Data for analysis:

== Segment start ==

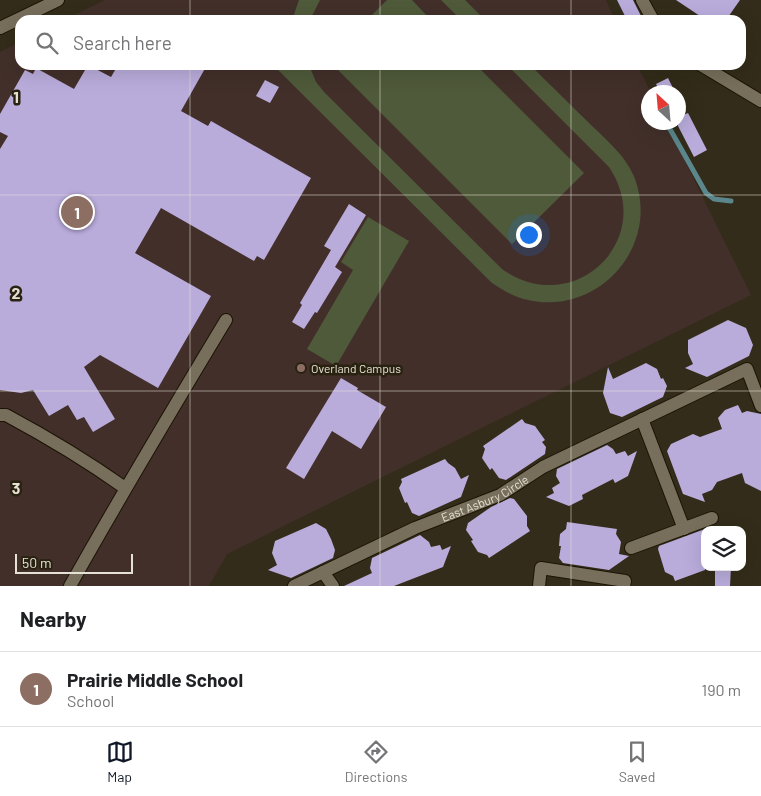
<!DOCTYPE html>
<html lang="en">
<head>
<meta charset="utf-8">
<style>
	body { margin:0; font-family:Barlow,sans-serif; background:#f6f6f6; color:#202124 }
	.controls { position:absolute; right:15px; bottom:15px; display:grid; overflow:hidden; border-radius:10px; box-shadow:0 5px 20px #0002 }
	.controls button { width:45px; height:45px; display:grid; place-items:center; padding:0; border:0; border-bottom:1px solid #e0e0e0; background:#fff; color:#202124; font:25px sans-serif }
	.compass { position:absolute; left:641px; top:85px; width:45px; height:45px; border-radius:50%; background:#fff; box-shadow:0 5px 20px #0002; rotate:334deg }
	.scale { position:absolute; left:15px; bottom:12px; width:118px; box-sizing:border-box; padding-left:5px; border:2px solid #e5e1d5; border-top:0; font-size:14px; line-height:18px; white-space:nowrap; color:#e5e1d5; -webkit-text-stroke:4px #292210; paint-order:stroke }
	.you { position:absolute; left:528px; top:234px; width:18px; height:18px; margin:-12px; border:4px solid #fff; border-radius:50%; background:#1a73e8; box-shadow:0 0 0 8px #1a73e833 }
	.badge { display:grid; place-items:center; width:32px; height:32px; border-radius:50%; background:#111827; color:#fff; font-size:16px; font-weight:700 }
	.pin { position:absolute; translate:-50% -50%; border:2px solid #fff; box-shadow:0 1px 5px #0006 }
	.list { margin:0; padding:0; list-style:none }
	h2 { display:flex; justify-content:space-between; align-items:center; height:65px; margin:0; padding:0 20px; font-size:21px }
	h2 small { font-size:16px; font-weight:400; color:#757577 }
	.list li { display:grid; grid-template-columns:32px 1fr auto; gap:15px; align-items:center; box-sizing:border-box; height:75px; padding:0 20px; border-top:1px solid #e0e0e0 }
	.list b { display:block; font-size:19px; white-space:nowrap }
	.list p { margin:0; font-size:16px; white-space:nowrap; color:#757577 }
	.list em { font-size:16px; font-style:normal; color:#757577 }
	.icon { flex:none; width:28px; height:28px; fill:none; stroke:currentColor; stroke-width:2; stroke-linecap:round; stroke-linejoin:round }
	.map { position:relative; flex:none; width:761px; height:586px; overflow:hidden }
	.search { position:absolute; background:#fff; box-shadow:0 5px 20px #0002; left:15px; right:15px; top:15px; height:55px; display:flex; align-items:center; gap:12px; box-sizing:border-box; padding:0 18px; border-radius:15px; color:#757577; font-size:19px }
	.sheet { height:140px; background:#fff }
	nav { display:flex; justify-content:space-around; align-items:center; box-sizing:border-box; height:70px; border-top:1px solid #e0e0e0; background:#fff; font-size:14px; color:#757577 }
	nav a { display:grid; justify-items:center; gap:2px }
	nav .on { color:#111827 }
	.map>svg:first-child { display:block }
	.education { fill:#422f2a }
	.green { fill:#4f5a3a }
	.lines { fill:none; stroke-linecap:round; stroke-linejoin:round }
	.stream { stroke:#5a868c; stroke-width:5 }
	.building { fill:#b9acdb }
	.minor-casing { stroke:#1b1404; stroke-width:14 }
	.minor { stroke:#776f5b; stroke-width:12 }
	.grid { fill:none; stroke:#e5e1d5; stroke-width:1; stroke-opacity:0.55 }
	.education-dot { fill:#8d6e63; stroke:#292210; stroke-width:2 }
	.labels { text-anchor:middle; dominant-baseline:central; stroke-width:5; stroke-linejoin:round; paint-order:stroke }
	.poi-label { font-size:12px; fill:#e5e1d5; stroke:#292210; text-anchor:start }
	.street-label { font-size:12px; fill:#e5e1d5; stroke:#292210 }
	.grid-label { font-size:16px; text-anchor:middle; font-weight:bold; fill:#e5e1d5; stroke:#292210; stroke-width:5; stroke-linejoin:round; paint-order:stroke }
</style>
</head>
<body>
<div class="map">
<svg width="761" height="586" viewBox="0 0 761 586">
	<rect width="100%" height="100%" fill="#332c1a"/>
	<path class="education" d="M105,0h501l9,20h-551z
		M20,42v23h617l14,27h-3v30l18,1 85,172 -524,259 -18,32h-209v-534z"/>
	<path class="green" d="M299,0h21l-10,20h-18z
		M387,0h25l19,20h-64z
		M441,0h24l20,20h-24z
		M273,65h36l7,17 9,11 177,176c71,51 156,-29 107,-102l-102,-102h23c19,19 38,37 57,56 17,17 39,34 48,58 25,68 -37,137 -107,121 -14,-3 -26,-10 -37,-18z
		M333,65h143l108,108 -72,71z
		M368,217l41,24 -73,125 -29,-17 46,-79 -12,-8z"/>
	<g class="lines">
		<path class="stream" d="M666,122l40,71 8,6 17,2"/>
	</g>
	<path class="building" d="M617,0h16l10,20h-16z
		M676,0h64l-14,20h-20z
		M88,65l23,12 7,-12h89l-26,46 27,15 3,-5 100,57 -47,82 -7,-4 -3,5 -93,-53 -26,45 76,43 -53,92 -58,-33 -16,12 31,52 -22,13 -9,-15 -7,3 -9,-15 -19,11 -16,-26 -12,3 -21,-3v-241l8,-13 -8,-4v-18l25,-44 8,4 3,-6 38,21z
		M668,78l7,14h-15l-4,-8z
		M265,80l14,7 -9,16 -14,-7z
		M688,113l19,37 -13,7 -16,-31v-9z
		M349,204l17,11 -31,52 7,5 -25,41 -2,-1 -11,17 -12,-7 10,-17 -2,-2 31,-53 -7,-4z
		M728,320l18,8 7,17 -4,11 -42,21 -22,-9 8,-4 -5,-11v-13z
		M646,363l11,6 4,10 2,-1 4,8 -4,11 -41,20 -12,-4 -7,-20 5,-26 5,12z
		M341,378l17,10 -1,2 29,17 -25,42 -29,-18 -28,48 -18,-11z
		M738,405l4,8 5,-2 14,3v77l-16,-8 -3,-10 -25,9 -5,8 -10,4 3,8 -22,-8 -16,-43 4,-7 22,-10 7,3 22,-8 -4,-11 7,-8z
		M522,419l3,4 10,3 10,14 -3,2 4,5 -1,7 -39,26 -7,-2 -7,-10 -2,2 -8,-12 3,-9 -2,-3z
		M607,445l6,4 3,5 9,-3 3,5 9,-5 -9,25 -13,7 -2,-4 -31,16 1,4 -14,7 -23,-9 8,-4 -2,-5 8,-5 -4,-7 1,-7z
		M445,459l3,4 7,5 6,11 8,-4 -8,22 -42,19 -7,-3 -5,-11 -2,1 -6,-15 3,-6 -1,-3z
		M510,498l4,1 13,17v10l3,5 -41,27 -2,-3 -9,-3 -7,-11 2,-1 -7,-10 2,-7 23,-16z
		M567,522l50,7 -1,5 5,8 -2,12 10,2 -20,14 -46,-7 -4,-5 2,-12h-2l1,-12 6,-5z
		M316,523l10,6 5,10 4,11 -2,8 -42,20 -23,-8 9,-5 -5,-12 3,-12z
		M705,529v41l-30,11 -2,-5 -8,-4 -7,-23 1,-3z
		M420,535l9,7 2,5 9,-2 2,5 9,-4 -8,21 -49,19h-50l28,-13 -2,-5 2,-10z
		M715,567h16l-1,19h-15z"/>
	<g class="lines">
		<defs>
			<g id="minor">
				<path d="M642,0l11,20"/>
				<path d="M0,28l58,-28"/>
				<path d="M701,65l60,36"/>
				<path d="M0,415h6c41,22 81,46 119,73"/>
				<path d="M642,419l42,110"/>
				<path d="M631,548l81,-30"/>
				<path d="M323,572l10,14"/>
				<path d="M70,586c50,-89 103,-178 156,-266"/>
				<path id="s1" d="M294,586l121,-58 85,-33 43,-28 204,-98 14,37"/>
				<path d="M539,586l2,-18 84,13 -1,5"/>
			</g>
		</defs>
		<use href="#minor" class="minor-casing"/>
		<use href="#minor" class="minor"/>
	</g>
	<path class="grid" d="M190,0v20M380,0v20M571,0v20M190,65v521M380,65v521M571,65v521M0,195h761M0,391h761"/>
	<circle class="education-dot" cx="301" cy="368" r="5"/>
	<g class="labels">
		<g class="poi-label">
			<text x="311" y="368">Overland Campus</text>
		</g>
		<g class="street-label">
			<text stroke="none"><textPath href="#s1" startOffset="210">East Asbury Circle</textPath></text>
		</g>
	</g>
	<g class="grid-label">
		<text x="16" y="103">1</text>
		<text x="16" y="299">2</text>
		<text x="16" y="494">3</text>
	</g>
</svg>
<div class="controls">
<button><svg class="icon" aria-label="layers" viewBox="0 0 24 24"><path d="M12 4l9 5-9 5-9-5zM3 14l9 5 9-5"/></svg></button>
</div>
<svg class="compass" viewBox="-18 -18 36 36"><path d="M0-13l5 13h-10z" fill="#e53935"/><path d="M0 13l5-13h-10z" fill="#757577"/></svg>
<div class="scale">50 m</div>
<div class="you"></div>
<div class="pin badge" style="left:77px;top:212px;background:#8d6e63">1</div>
<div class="search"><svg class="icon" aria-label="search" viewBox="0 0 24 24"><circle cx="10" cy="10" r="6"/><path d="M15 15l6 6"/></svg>Search here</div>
</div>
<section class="sheet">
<h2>Nearby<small></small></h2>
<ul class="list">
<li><span class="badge" style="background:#8d6e63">1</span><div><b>Prairie Middle School</b><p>School</p></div><em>190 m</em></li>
</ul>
</section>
<nav>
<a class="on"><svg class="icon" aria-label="map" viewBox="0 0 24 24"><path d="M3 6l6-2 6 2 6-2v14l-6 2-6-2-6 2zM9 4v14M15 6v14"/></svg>Map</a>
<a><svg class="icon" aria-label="directions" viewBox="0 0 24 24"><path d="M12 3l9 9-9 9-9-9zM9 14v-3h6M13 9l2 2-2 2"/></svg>Directions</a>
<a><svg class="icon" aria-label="saved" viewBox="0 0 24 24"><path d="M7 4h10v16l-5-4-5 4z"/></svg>Saved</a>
</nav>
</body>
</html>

== Segment end ==

Task: Reproduce the material above exactly, first line through the line that contains "width:45px; height:45px; display:grid;", minus the pictures.

Your response:
<!DOCTYPE html>
<html lang="en">
<head>
<meta charset="utf-8">
<style>
	body { margin:0; font-family:Barlow,sans-serif; background:#f6f6f6; color:#202124 }
	.controls { position:absolute; right:15px; bottom:15px; display:grid; overflow:hidden; border-radius:10px; box-shadow:0 5px 20px #0002 }
	.controls button { width:45px; height:45px; display:grid; place-items:center; padding:0; border:0; border-bottom:1px solid #e0e0e0; background:#fff; color:#202124; font:25px sans-serif }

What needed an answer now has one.